◆ REQUIRED ACTION:
What is the number of lines in the data that include the string "serif"? Give it by itself.

RECORDS: Begin

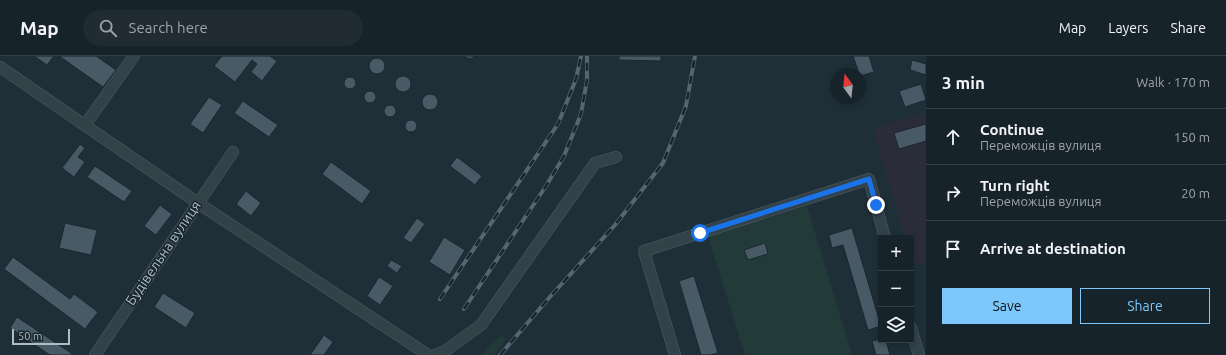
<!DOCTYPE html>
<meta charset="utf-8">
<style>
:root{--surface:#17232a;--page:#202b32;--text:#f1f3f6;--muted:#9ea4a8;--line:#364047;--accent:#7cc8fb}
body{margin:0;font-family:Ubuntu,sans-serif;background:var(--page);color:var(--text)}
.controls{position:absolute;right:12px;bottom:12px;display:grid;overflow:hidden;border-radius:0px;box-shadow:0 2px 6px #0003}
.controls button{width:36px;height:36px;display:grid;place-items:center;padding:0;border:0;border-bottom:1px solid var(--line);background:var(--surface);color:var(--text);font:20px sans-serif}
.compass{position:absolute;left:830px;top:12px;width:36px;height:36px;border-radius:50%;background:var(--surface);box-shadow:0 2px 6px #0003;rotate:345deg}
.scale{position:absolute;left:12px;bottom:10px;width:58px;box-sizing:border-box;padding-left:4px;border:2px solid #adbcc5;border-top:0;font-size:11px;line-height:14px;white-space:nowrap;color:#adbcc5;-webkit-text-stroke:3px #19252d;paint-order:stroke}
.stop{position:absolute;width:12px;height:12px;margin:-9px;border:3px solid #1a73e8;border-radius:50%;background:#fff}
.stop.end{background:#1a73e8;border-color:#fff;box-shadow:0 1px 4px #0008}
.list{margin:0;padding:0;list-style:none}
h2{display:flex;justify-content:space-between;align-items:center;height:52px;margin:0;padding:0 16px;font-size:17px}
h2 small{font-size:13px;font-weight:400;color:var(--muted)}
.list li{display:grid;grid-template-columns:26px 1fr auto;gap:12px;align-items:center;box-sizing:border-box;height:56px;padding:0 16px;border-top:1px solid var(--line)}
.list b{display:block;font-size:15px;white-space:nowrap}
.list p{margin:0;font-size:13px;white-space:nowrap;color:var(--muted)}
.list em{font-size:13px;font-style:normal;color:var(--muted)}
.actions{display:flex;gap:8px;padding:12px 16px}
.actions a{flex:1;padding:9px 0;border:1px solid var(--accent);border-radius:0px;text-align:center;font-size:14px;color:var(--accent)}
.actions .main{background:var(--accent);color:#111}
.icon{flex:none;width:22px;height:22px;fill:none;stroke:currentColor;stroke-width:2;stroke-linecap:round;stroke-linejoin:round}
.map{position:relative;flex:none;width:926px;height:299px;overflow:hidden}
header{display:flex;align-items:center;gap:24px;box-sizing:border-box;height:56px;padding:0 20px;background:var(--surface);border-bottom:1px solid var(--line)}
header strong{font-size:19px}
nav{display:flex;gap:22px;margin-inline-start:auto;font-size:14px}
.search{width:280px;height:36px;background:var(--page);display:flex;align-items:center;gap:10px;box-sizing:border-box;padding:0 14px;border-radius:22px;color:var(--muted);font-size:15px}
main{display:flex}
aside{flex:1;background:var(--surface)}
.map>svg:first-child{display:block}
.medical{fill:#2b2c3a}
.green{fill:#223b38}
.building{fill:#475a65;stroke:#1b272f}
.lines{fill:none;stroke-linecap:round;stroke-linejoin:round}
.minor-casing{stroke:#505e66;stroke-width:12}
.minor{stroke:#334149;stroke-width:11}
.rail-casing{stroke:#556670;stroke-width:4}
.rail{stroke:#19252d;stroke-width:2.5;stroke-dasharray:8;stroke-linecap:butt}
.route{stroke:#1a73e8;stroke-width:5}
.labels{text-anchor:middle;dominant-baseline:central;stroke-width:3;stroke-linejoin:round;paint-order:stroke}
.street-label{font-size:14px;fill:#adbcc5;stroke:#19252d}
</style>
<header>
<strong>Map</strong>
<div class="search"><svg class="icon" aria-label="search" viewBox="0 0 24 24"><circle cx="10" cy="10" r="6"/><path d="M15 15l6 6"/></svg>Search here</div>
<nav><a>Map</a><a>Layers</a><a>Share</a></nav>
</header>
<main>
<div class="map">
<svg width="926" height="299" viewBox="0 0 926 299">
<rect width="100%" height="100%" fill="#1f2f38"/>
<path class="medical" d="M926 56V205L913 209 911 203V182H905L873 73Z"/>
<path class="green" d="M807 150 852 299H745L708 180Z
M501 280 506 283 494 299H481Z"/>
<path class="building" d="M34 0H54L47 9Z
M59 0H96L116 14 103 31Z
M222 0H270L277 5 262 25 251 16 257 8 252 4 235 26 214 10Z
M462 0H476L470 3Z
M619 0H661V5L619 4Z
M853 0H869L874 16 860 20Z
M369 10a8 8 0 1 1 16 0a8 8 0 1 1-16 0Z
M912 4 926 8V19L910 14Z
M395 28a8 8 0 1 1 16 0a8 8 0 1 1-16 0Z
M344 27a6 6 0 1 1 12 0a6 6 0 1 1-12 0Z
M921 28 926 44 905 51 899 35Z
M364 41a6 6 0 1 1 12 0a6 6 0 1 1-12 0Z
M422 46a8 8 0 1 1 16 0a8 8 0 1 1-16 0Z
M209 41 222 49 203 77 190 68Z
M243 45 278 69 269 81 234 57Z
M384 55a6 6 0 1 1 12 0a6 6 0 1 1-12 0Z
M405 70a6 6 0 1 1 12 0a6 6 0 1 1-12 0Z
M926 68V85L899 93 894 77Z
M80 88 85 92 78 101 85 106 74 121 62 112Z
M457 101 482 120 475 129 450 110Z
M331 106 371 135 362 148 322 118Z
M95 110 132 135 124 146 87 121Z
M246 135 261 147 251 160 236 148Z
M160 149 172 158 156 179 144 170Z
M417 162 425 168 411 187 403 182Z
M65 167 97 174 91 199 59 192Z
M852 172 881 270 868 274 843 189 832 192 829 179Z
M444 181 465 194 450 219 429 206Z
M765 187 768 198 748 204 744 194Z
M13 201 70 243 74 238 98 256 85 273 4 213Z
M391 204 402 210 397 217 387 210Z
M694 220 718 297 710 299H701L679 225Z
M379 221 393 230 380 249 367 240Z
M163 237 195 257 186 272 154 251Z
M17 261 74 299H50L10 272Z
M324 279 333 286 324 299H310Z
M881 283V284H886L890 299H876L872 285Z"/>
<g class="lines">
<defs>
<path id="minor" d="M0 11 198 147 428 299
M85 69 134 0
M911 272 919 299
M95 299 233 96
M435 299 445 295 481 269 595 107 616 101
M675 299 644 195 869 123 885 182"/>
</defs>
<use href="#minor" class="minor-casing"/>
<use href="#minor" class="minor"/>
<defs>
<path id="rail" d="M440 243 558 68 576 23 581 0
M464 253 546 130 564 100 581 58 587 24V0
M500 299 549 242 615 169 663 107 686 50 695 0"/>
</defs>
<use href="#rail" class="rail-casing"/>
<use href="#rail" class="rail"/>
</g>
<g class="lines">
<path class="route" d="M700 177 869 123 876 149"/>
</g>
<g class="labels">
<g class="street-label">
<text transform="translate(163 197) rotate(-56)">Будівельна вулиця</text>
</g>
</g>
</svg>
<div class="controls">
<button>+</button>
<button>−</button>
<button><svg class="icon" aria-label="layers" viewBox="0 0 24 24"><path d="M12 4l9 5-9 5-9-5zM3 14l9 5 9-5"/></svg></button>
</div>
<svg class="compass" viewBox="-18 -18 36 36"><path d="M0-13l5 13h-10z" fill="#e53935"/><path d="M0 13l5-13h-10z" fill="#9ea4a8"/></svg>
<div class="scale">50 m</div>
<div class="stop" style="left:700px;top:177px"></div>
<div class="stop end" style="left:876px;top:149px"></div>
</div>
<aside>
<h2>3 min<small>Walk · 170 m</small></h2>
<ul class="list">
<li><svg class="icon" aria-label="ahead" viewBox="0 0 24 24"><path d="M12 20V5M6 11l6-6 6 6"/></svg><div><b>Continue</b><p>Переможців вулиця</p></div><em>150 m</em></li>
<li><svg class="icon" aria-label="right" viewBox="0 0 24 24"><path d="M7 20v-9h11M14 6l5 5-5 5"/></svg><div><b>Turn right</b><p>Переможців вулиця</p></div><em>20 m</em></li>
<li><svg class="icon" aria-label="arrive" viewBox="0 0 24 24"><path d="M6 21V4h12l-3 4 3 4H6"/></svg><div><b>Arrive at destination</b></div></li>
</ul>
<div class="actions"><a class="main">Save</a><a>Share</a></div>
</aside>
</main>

RECORDS: End

◆ OUTPUT OF THE EXERCISE:
2